The GitHub Actions Tax
Issue #3workflow sprawl

The GitHub Actions Tax

Erik Osterman
byErik OstermanCEO & Founder of Cloud Posse

I love GitHub Actions. I've said it on LinkedIn, on recent podcasts, in customer calls. It's the easiest CI in the world to start with. The marketplace is enormous. Triggers are obvious. The free tier is generous. If you're shipping software in 2026, there's a good chance the first thing your developers reach for is .github/workflows/.

That's exactly why I keep watching teams pay for it the wrong way.

Not in dollars. The bill I'm talking about doesn't show up in the GitHub invoice. It shows up in maintenance time, debugging hours, the cost of onboarding a new engineer onto an undocumented YAML graph, and the slow accumulation of vendor lock-in dressed up as portability. I've started calling it the GitHub Actions tax, and most teams don't realize they're paying it until they try to leave or scale.


What "the tax" actually means

Walk into a typical infrastructure repo and look at .github/workflows/. You'll find a workflow that does twelve things. It checks out the code, configures AWS credentials, installs Terraform, runs terraform fmt, awks the output, posts a PR comment, runs terraform plan, parses the plan output, generates a custom summary, conditionally applies based on a label, comments again, updates a status check, and uploads an artifact.

Each of those steps was added on a Tuesday afternoon by someone solving a real problem. None of them are wrong individually. The workflow grew organically.

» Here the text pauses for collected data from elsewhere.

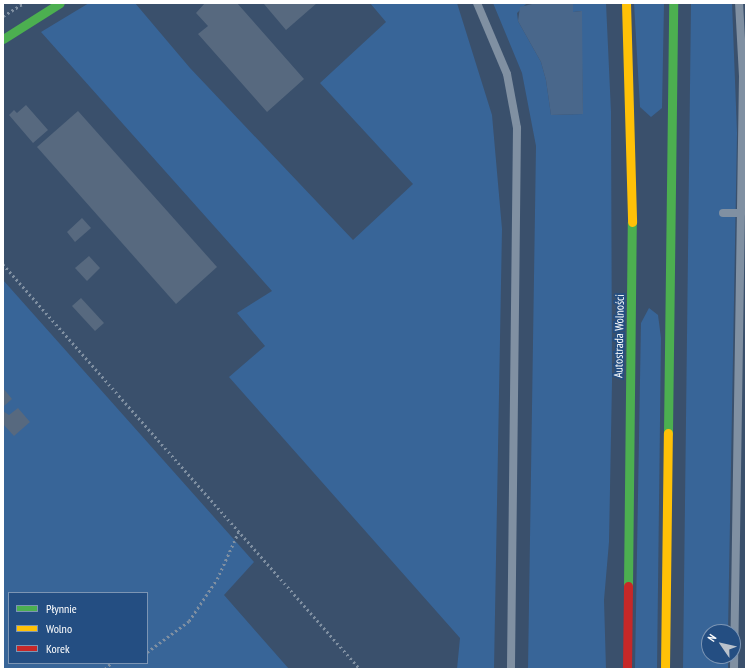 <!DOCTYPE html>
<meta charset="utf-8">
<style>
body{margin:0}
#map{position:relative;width:749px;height:672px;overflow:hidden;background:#3a506c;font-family:"PT Sans Narrow",sans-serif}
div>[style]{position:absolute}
.green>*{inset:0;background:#386598}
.water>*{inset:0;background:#49678b}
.building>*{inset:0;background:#57697f}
.path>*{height:2.5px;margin-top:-1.25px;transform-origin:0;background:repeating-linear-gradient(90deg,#8090a2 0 2px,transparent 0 5px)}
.lane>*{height:8px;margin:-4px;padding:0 4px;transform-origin:4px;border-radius:4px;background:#8090a2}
.fast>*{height:9px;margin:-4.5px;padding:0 4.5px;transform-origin:4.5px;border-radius:4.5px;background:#4caf50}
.slow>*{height:9px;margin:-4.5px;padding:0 4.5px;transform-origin:4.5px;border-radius:4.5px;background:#ffc107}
.jam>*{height:9px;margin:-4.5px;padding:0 4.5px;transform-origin:4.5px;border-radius:4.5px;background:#c62828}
span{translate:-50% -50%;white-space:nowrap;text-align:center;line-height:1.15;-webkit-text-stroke:3.5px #244e82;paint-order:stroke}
.street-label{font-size:12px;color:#fff}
.frame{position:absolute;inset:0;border:4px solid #fff;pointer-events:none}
.legend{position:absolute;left:8px;top:592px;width:140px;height:72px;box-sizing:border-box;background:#244e82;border:1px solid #7c95b4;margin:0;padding:5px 7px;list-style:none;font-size:12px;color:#fff}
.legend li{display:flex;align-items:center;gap:8px;height:20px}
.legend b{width:20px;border:1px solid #7c95b4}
.north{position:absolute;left:701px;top:624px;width:40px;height:40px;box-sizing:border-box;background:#244e82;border:1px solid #7c95b4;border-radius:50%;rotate:304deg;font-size:11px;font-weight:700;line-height:16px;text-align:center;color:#fff}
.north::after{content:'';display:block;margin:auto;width:14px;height:18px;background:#bac2cc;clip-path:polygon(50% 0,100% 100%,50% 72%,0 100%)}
</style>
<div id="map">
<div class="green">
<div style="clip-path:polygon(89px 3px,135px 3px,190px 68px,353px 240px,413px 184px,320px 83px,386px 22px,370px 3px,457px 3px,492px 115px,502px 229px,494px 669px,457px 669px,460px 638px,229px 377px,265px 346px,237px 313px,272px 291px,41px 32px)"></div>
<div style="clip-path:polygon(493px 3px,536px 3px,526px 4px,517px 13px,518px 21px,541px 62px,546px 80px,551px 115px,583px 114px,581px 11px,573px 12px,573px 3px,606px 3px,611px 112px,612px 382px,609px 542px,604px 600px,606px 669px,528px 669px,536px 146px,522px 73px)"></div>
<div style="clip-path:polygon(634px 3px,664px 3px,662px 108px,651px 117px,640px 107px)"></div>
<div style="clip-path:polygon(691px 3px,732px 3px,737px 133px,728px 632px,709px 632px,709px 656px,728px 656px,728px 669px,683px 669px)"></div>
<div style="clip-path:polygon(evenodd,3px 280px,254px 562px,224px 595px,289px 669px,3px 669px,3px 280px,9px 593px,147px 593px,147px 663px,9px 663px,9px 593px)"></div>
<div style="clip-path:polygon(649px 308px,658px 315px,661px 338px,657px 669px,635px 669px,641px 323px)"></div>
</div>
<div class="water">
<div style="clip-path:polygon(536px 3px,573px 3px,573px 12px,582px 11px,583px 114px,551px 115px,546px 80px,541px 62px,518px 21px,520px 7px)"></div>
</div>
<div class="building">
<div style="clip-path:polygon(205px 3px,237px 3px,304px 79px,267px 112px,198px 34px,208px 26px,196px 13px)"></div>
<div style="clip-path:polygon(265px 3px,317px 3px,286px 30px,264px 4px)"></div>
<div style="clip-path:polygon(26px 105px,48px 130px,33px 143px,9px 115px,14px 110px,17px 113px)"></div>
<div style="clip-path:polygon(78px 111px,217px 267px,176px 304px,37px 147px)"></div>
<div style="clip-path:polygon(82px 218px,91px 228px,75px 242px,67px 232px)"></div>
<div style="clip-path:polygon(89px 256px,100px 268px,87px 281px,75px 268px)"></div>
<div style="clip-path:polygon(81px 298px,104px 323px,95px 331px,72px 306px)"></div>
<div style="clip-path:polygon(3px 388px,12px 399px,4px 406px,3px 405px)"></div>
<div style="clip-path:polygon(18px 408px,30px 422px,14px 436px,3px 424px,3px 411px,9px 415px)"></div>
</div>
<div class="path">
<div style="left:3px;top:16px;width:25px;rotate:-32deg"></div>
<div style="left:3px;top:264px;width:540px;rotate:48.6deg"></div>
<div style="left:147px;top:652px;width:52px;rotate:-36.4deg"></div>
<div style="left:189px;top:621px;width:50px;rotate:-56.3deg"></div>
<div style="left:217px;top:579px;width:51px;rotate:-65.5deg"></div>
<div style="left:105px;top:669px;width:8px;rotate:-45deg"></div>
</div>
<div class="lane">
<div style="left:477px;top:3px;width:77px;rotate:67.1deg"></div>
<div style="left:507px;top:74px;width:55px;rotate:79.5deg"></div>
<div style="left:517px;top:128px;width:541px;rotate:90.64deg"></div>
<div style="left:723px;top:213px;width:18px"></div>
<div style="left:734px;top:669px;width:593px;rotate:-89.13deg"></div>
<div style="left:743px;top:76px;width:73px;rotate:-93.1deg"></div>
</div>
<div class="fast">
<div style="left:3px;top:39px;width:67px;rotate:-32.3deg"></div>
<div style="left:668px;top:433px;width:430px;rotate:-89.3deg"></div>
<div style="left:628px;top:586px;width:364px;rotate:-89.4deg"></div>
</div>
<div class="slow">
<div style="left:626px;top:3px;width:219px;rotate:88.4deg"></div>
<div style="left:665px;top:669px;width:236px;rotate:-89.3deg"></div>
</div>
<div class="jam">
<div style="left:627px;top:669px;width:83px;rotate:-89.3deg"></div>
</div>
<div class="street-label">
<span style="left:619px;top:336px;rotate:-89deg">Autostrada Wolności</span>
</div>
<div class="frame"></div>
<ul class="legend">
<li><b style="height:5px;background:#4caf50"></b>Płynnie</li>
<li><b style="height:5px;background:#ffc107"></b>Wolno</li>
<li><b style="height:5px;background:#c62828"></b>Korek</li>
</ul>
<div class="north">N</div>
</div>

Now the workflow is the platform. Which means:

  • The platform only runs in CI. Want to test that flow on your laptop? You can't. act gets you 70% of the way there for the simple cases and silently diverges everywhere else.
  • The platform is debugged through echo. Something broke at step 9 of 12, and the only telemetry you have is whatever the previous engineer remembered to print to stdout. There's no --debug you can flip locally because the platform doesn't run locally.
  • The "declarative" YAML is decorated bash. What started as a config file is now encoding your system architecture in a thousand lines that's declarative in name only. Half the steps shell out to inline bash -c blocks. The other half use third-party actions whose internals are bash. It looks declarative because it's indented; it's procedural code in a language without functions, types, or tests — and it happens to be the canonical description of how your platform works.
  • The platform's security surface is enormous. Every action you pin is supply chain. Most of them aren't pinned by SHA. Most of them have transitive dependencies you've never audited. The pull_request_target patterns in your repo are exactly as safe as the third-party action you trusted last quarter.
  • The platform is invisible to onboarding. New engineers can't read 800 lines of YAML and understand what your deployment does. The workflow encodes a hundred decisions but documents none of them.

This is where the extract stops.